- Work request: Go through the records and tally the lines that include the word "BREESAPERHOF". The answer is that total alone.

Extracted material below:

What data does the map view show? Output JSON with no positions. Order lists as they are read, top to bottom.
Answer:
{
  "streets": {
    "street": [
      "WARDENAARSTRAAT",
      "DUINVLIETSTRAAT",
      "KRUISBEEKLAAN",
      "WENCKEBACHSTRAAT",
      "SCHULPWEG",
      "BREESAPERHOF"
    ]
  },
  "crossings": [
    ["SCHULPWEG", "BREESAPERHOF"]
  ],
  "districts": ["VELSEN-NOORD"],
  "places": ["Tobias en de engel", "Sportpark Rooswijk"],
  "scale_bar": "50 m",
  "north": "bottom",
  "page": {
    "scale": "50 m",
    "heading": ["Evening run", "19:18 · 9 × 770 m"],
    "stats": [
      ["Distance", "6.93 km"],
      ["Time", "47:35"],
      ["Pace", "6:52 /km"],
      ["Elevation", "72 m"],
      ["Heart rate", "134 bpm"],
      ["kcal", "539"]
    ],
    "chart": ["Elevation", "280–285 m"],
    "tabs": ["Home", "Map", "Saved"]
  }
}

End of Extracted material.

- Output for this task: 2